La libre création des œuvres et la libre programmation des spectacles sont à présent des biens communs garantis par la loi. Ce projet de loi inscrit ainsi la liberté de création parmi les libertés fondamentales, au même titre que la liberté d'expression ou la liberté de la presse. 

Après l’inscription du régime spécifique des intermittents dans la loi, des arbitrages budgétaires enfin favorables et l’engagement de l’Etat à travers les pactes culturels avec les collectivités territoriales, ce texte concrétise un engagement du Gouvernement et de la gauche en faveur des artistes et de la création artistique.

 

Maurice Braud, secrétaire national à l'international et Philip Cordery, secrétaire national à l'Europe

Europe: Plus d’unité et de solidarité sont nécessaires

Invité, tout comme la chancelière allemande, à s’exprimer devant le Parlement européen, le président François Hollande a appelé l’Europe à ne pas oublier l’histoire, son histoire. 26 ans auparavant et pour la première fois depuis la chute du Mur, François Mitterrand et son homologue allemand se tenaient dans cette même enceinte, dans un moment où les réfugiés venaient de l'Est de l'Europe.

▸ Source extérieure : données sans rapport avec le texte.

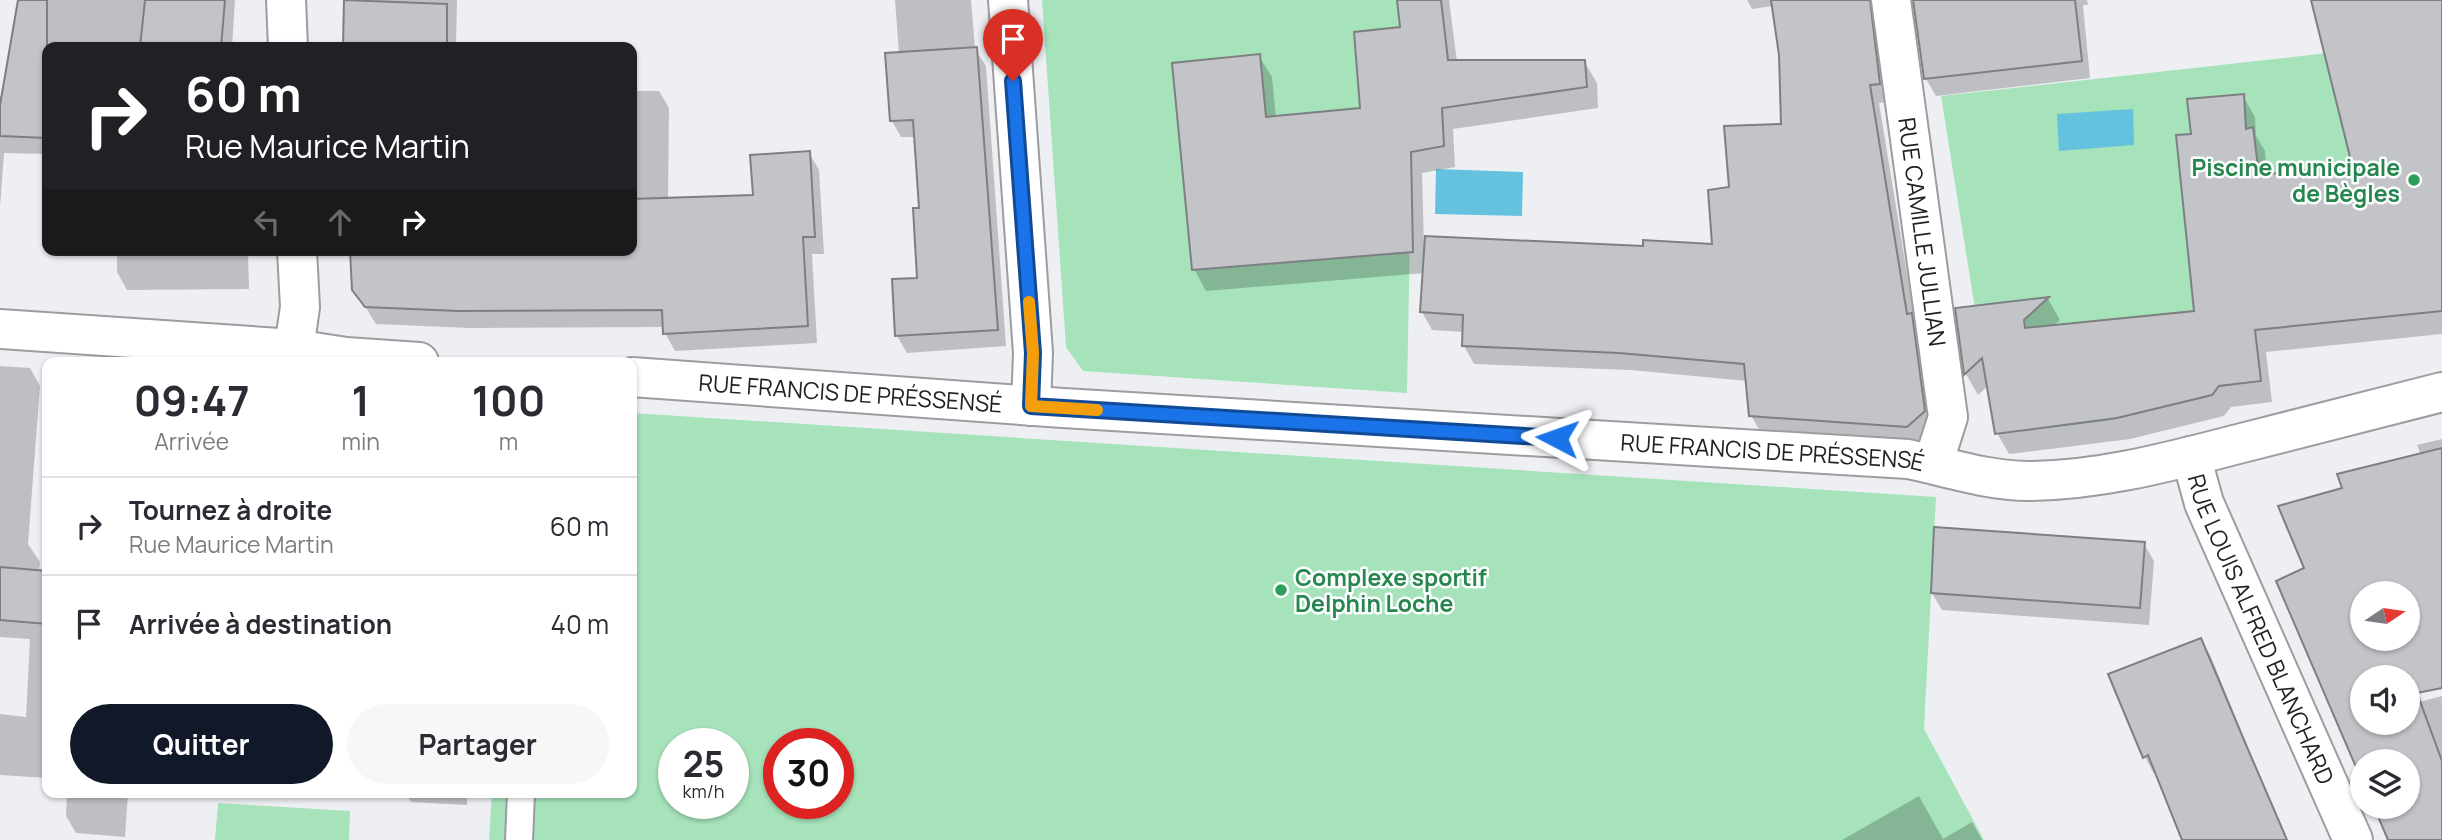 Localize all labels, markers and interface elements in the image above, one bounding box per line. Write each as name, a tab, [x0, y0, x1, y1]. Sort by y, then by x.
pin	[983, 9, 1043, 81]
icon: arrive	[994, 20, 1032, 58]
text: 60 m	[185, 60, 302, 127]
icon: right	[70, 70, 161, 161]
street label: RUE CAMILLE JULLIAN	[1891, 115, 1954, 348]
text: Rue Maurice Martin	[185, 124, 470, 168]
place label: Piscine municipale de Bègles	[2191, 151, 2400, 209]
marker: Piscine municipale de Bègles	[2406, 172, 2422, 188]
icon: left	[248, 203, 286, 241]
icon: ahead	[321, 203, 359, 241]
icon: right	[394, 203, 432, 241]
street label: RUE FRANCIS DE PRÉSSENSÉ	[697, 366, 1003, 420]
text: 09:47	[134, 371, 250, 429]
text: 1	[352, 371, 370, 429]
text: 100	[472, 371, 545, 429]
position arrow	[1520, 401, 1594, 475]
text: Arrivée	[154, 425, 229, 457]
text: min	[341, 425, 380, 457]
text: m	[499, 425, 518, 457]
street label: RUE FRANCIS DE PRÉSSENSÉ	[1620, 426, 1928, 478]
street label: RUE LOUIS ALFRED BLANCHARD	[2181, 470, 2342, 789]
text: Tournez à droite	[129, 492, 332, 528]
icon: right	[70, 507, 108, 545]
text: 60 m	[550, 508, 609, 544]
text: Rue Maurice Martin	[129, 528, 334, 560]
place label: Complexe sportif Delphin Loche	[1295, 561, 1487, 619]
north arrow	[2350, 581, 2420, 651]
map controls	[2350, 581, 2420, 819]
marker: Complexe sportif Delphin Loche	[1273, 582, 1289, 598]
icon: arrive	[70, 605, 108, 643]
text: Arrivée à destination	[129, 606, 392, 642]
text: 40 m	[551, 606, 609, 642]
button: sound	[2350, 665, 2420, 735]
button: Quitter	[70, 704, 333, 784]
button: Partager	[347, 704, 609, 784]
speed limit sign: 30	[763, 728, 854, 819]
text: 25	[683, 740, 724, 788]
button: layers	[2350, 749, 2420, 819]
text: km/h	[683, 779, 724, 803]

Aujourd'hui, l’Union européenne est à un moment clef. Les crises, économique et budgétaire pour la Grèce, des demandeurs d'asile et des réfugiés pour l'ensemble de l'UE, sont l'expression de lacunes et de carences de l'Union. Dans ce contexte, le Président Hollande a su développer une vision pour l'avenir, prévenant contre la peur et les replis identitaires. 

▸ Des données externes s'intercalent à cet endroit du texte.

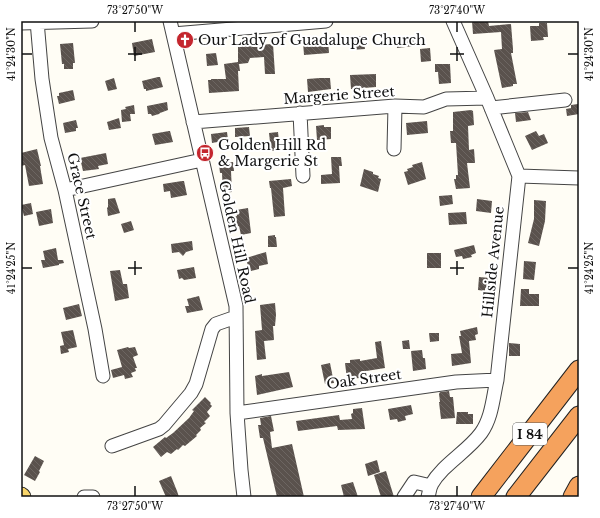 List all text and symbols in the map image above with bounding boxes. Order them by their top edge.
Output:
text: 73°27'50"W [107,4,163,17]
text: 73°27'40"W [429,4,485,17]
text: 41°24'30"N [5,27,18,81]
text: 41°24'30"N [583,27,596,81]
church icon: Our Lady of Guadalupe Church [175,30,195,50]
place label: Our Lady of Guadalupe Church [198,31,426,49]
street label: Margerie Street [283,82,396,108]
place label: Golden Hill Rd & Margerie St [218,136,327,170]
bus stop icon: Golden Hill Rd & Margerie St [195,143,215,163]
street label: Grace Street [63,151,101,242]
street label: Golden Hill Road [215,179,259,306]
street label: Hillside Avenue [478,205,508,319]
text: 41°24'25"N [5,242,18,294]
text: 41°24'25"N [583,242,596,294]
street label: Oak Street [325,365,403,393]
road number: I 84 [513,423,547,445]
text: 73°27'50"W [107,500,163,513]
text: 73°27'40"W [429,500,485,513] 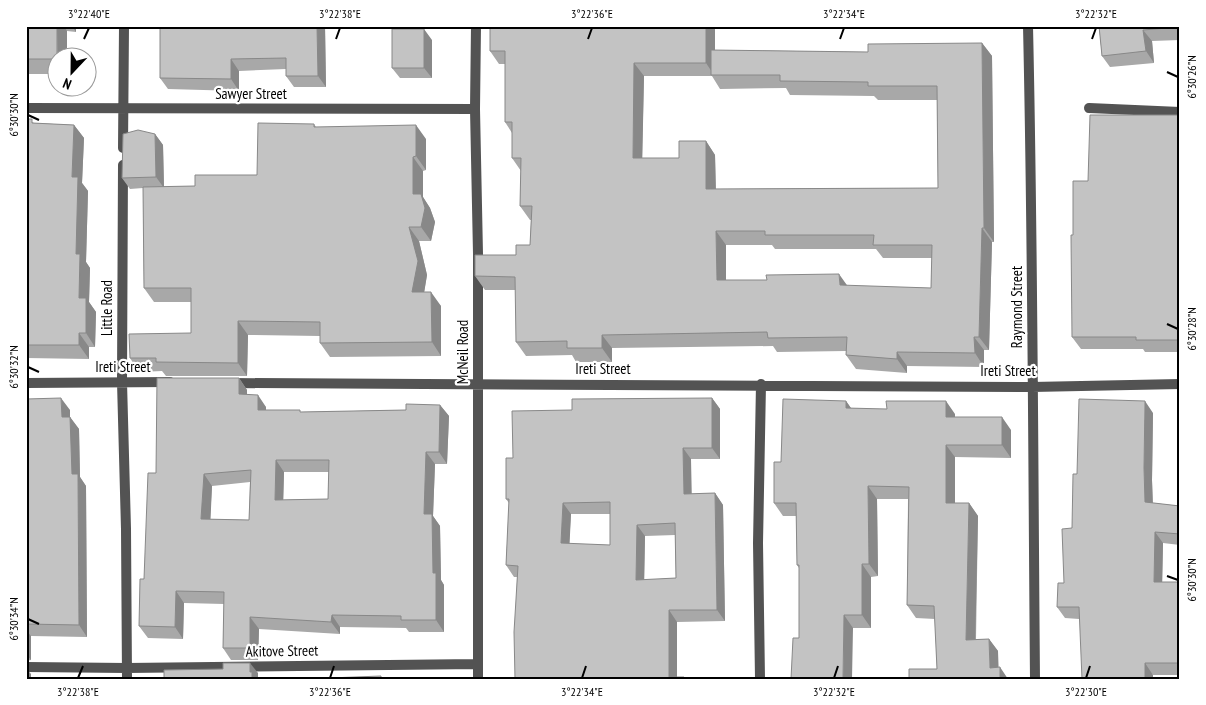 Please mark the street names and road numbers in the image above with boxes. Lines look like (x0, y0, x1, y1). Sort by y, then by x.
street label: Sawyer Street (215, 84, 287, 103)
street label: Raymond Street (1007, 266, 1026, 348)
street label: Little Road (97, 280, 116, 336)
street label: McNeil Road (453, 320, 472, 384)
street label: Ireti Street (95, 357, 151, 376)
street label: Ireti Street (575, 359, 631, 378)
street label: Ireti Street (980, 361, 1036, 380)
street label: Akitove Street (245, 640, 319, 661)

Ce discours de Strasbourg est un point d'appui pour ceux qui veulent une Europe forte, lucide sur ses erreurs, désireuse de progrès et de responsabilité. L’Europe doit mener le combat des valeurs qui sont à l'origine des Communautés puis de l'Union européennes, des valeurs d’humanité, de liberté et de solidarité. Elle doit aussi dresser le bilan de son fonctionnement et travailler à son redressement, à Athènes comme à Madrid ou dans les pays d'Europe centrale.

Il ne s’agit pas de remettre en cause les acquis ou d’ériger de nouveaux murs, mais de faire face aux différents défis. Les Européens doivent renforcer leurs coopérations, être unis et agir ensemble pour défendre leur modèle et leurs intérêts. Sur les accords transatlantiques comme sur d'autres sujets.

Voilà pourquoi l’avènement d’une politique d’asile commune et d’un gouvernement économique européen doivent être les premiers signes d’une unité et d’une solidarité retrouvées.